** Data for processing follows **

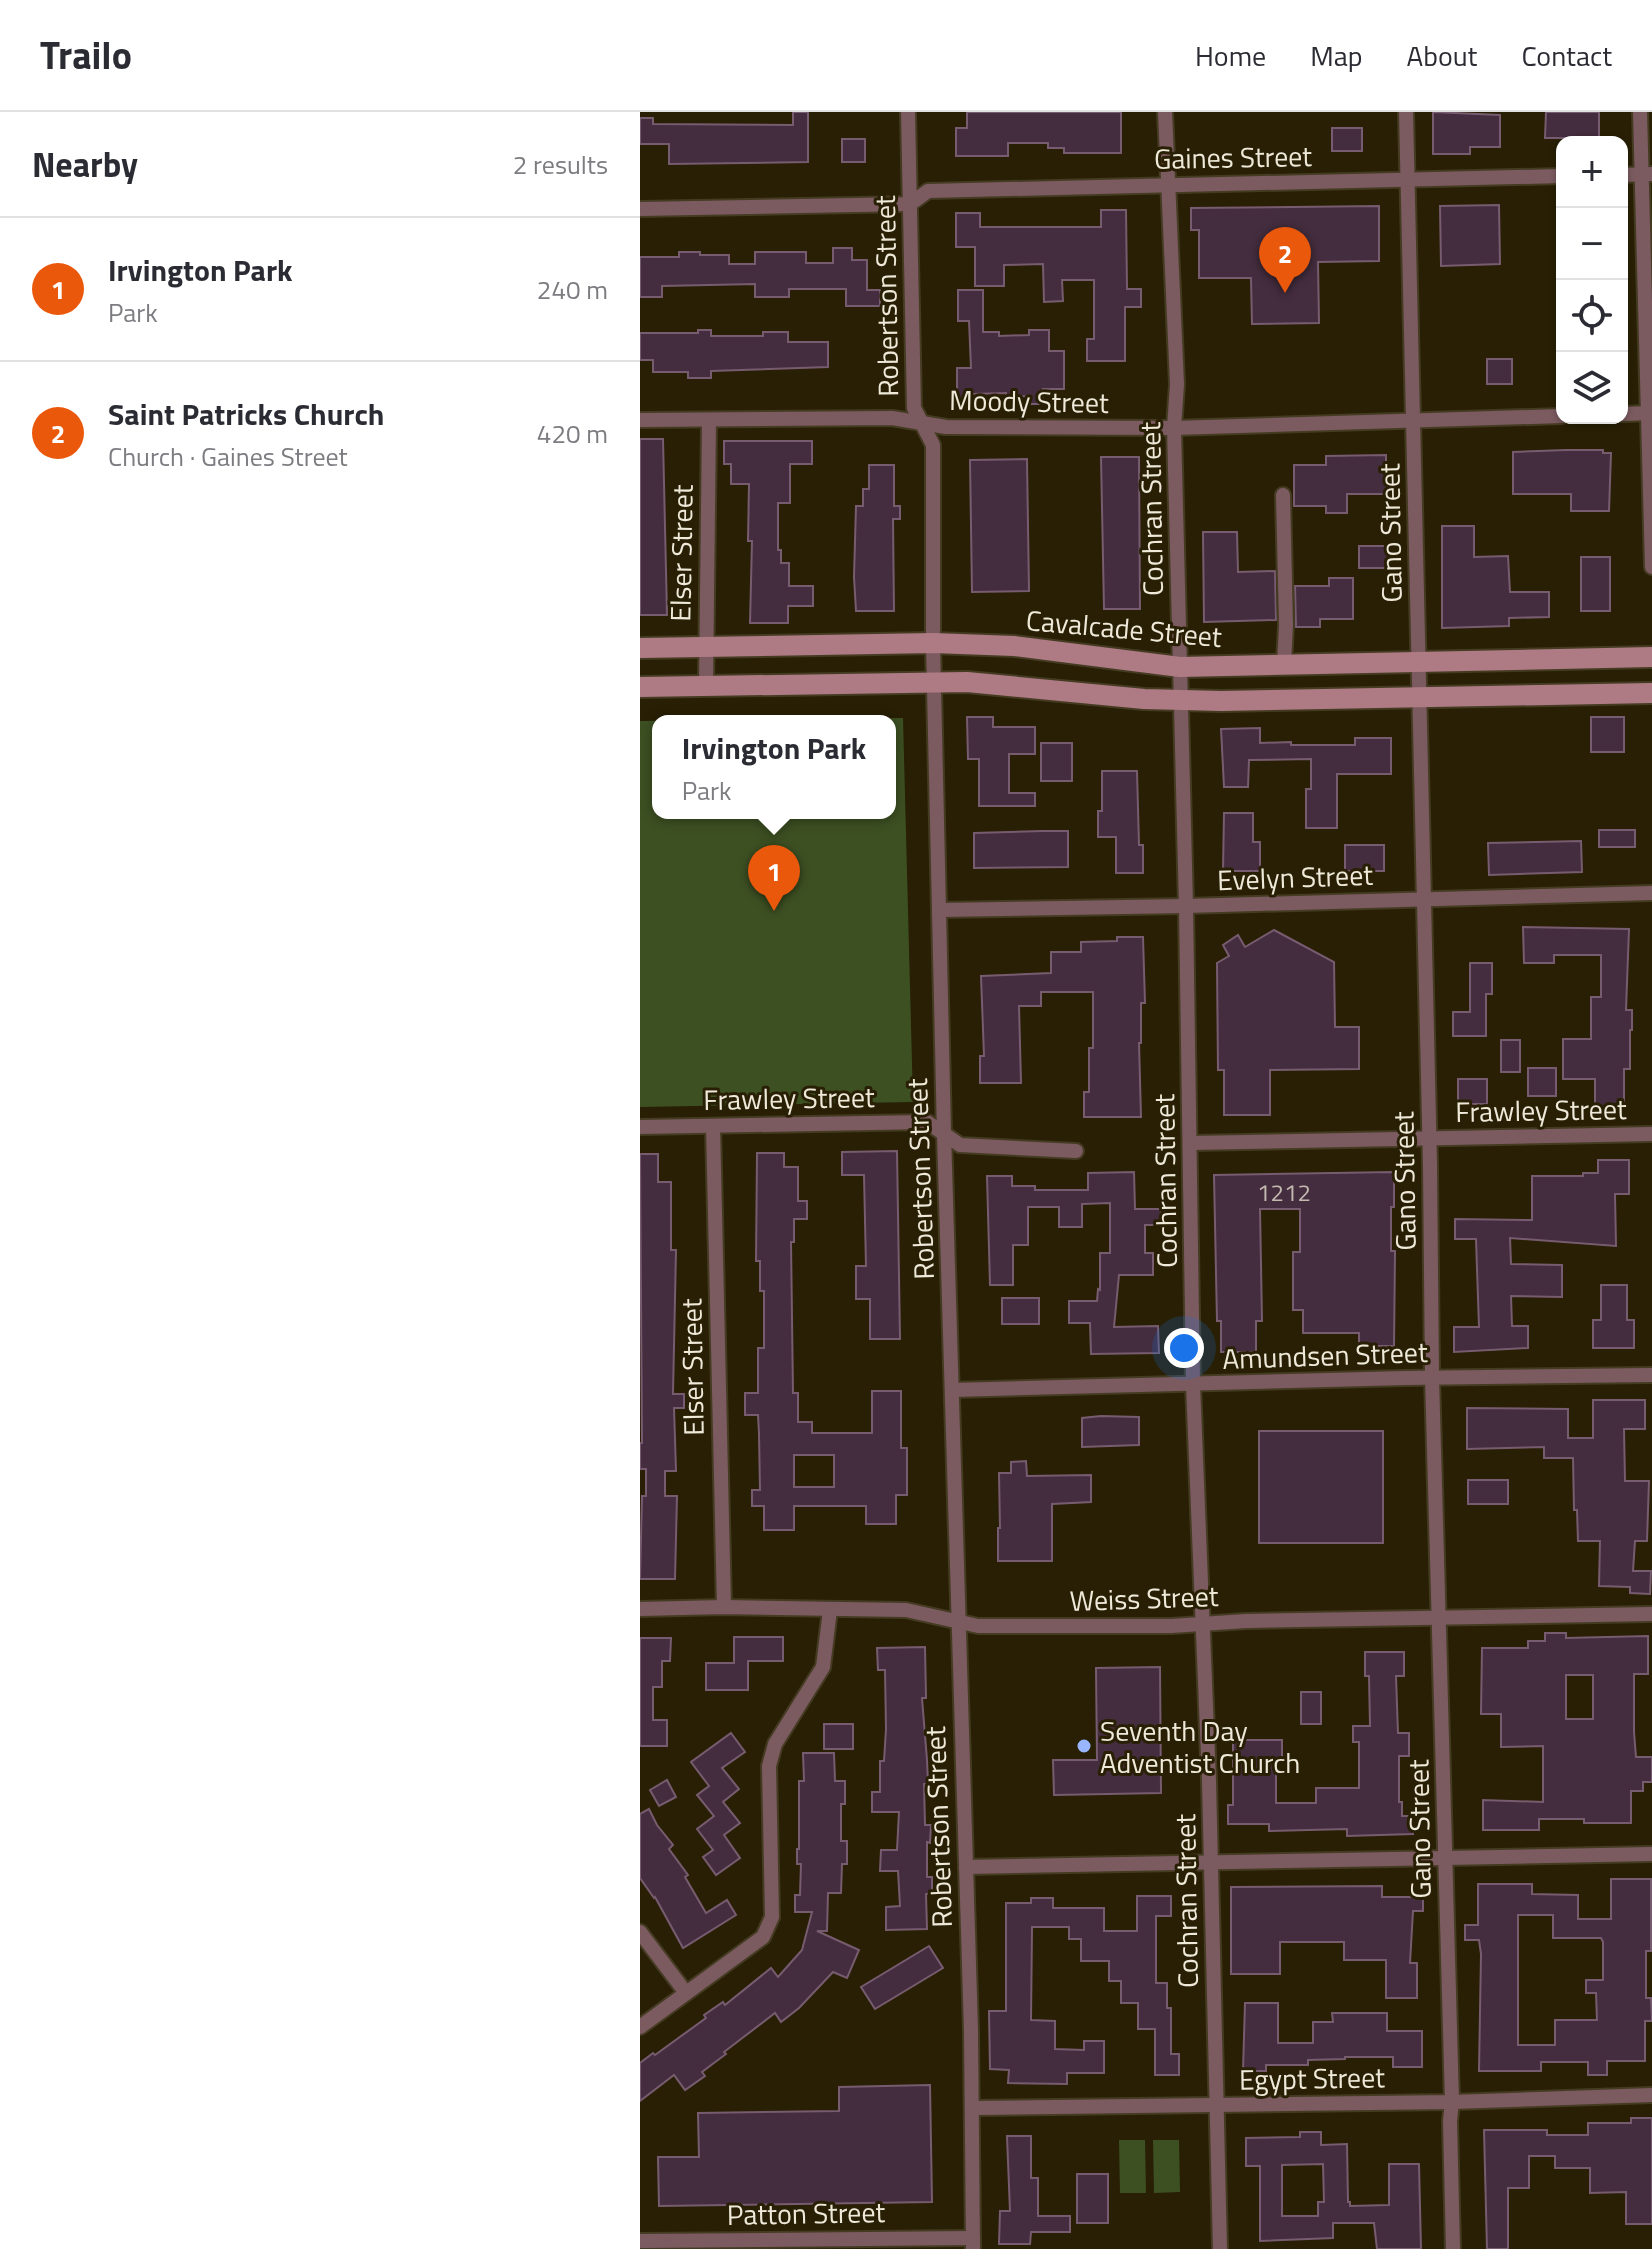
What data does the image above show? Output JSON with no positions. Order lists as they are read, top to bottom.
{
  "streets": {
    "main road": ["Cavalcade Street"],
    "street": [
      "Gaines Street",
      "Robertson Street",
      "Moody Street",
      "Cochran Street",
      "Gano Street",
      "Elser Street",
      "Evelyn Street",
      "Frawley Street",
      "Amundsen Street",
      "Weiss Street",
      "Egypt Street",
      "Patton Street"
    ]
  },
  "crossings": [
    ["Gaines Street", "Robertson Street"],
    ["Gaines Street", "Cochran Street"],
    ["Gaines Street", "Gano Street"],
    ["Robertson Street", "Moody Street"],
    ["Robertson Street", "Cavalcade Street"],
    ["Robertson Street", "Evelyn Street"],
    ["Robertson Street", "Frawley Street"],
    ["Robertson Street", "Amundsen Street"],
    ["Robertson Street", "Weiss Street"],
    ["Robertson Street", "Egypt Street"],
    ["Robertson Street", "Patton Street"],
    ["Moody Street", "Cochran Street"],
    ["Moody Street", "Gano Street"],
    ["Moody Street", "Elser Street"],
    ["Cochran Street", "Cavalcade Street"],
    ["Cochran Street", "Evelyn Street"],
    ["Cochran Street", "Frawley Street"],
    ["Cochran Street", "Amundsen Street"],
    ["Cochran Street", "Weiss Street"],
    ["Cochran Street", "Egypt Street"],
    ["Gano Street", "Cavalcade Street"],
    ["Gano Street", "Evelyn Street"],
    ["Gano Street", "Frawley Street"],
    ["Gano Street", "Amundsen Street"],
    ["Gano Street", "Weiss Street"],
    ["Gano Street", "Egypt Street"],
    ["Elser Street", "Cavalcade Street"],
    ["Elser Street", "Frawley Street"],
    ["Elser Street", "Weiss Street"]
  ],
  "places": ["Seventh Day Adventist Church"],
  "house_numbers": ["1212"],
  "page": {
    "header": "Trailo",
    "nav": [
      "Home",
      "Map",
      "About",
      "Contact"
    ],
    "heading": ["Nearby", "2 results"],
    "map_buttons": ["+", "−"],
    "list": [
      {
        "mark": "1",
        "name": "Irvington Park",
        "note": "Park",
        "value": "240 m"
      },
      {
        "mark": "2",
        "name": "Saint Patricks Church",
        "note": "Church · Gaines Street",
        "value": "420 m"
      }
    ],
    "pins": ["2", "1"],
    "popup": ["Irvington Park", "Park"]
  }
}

** End of Data for processing **
** Data for processing follows **

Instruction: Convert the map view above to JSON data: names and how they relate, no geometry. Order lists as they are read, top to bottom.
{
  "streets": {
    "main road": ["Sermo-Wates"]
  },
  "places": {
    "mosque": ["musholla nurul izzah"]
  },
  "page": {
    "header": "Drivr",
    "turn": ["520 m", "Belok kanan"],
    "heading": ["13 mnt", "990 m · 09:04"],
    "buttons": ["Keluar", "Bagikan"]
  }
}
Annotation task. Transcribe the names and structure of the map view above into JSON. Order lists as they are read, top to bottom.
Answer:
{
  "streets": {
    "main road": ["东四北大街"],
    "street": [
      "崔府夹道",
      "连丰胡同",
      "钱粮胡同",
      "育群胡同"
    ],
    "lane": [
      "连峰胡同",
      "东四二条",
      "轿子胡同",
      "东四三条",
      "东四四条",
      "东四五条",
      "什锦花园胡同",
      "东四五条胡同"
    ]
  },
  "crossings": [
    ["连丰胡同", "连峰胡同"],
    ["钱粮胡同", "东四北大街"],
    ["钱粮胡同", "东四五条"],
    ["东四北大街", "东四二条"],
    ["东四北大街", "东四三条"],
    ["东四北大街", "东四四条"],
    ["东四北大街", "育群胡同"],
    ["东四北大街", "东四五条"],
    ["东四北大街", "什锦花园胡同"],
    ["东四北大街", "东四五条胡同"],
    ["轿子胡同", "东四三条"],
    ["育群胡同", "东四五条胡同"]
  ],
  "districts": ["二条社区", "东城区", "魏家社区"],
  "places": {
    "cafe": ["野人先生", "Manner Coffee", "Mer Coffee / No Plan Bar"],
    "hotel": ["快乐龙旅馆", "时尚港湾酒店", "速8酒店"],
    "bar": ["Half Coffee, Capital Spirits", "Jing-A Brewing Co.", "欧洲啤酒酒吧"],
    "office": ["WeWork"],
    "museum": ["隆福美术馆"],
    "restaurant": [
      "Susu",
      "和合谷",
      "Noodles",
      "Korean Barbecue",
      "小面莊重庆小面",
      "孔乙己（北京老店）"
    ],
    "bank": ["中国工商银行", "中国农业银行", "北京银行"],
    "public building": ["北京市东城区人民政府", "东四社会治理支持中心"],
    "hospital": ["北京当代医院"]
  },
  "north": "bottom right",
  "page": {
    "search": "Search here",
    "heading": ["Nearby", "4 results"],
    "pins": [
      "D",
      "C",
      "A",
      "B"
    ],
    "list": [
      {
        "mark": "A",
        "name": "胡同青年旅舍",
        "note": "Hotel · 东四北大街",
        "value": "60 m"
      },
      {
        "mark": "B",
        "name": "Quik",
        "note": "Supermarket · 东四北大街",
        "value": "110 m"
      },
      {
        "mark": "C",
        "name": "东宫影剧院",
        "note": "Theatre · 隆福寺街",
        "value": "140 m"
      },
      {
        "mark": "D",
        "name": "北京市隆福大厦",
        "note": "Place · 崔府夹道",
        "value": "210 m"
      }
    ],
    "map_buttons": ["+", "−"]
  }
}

** End of Data for processing **

**Work to complete:** Your answer should be each line from the preceding material in which the word "Patton" occurs.

**Problem solution:**
      "Patton Street"
    ["Robertson Street", "Patton Street"],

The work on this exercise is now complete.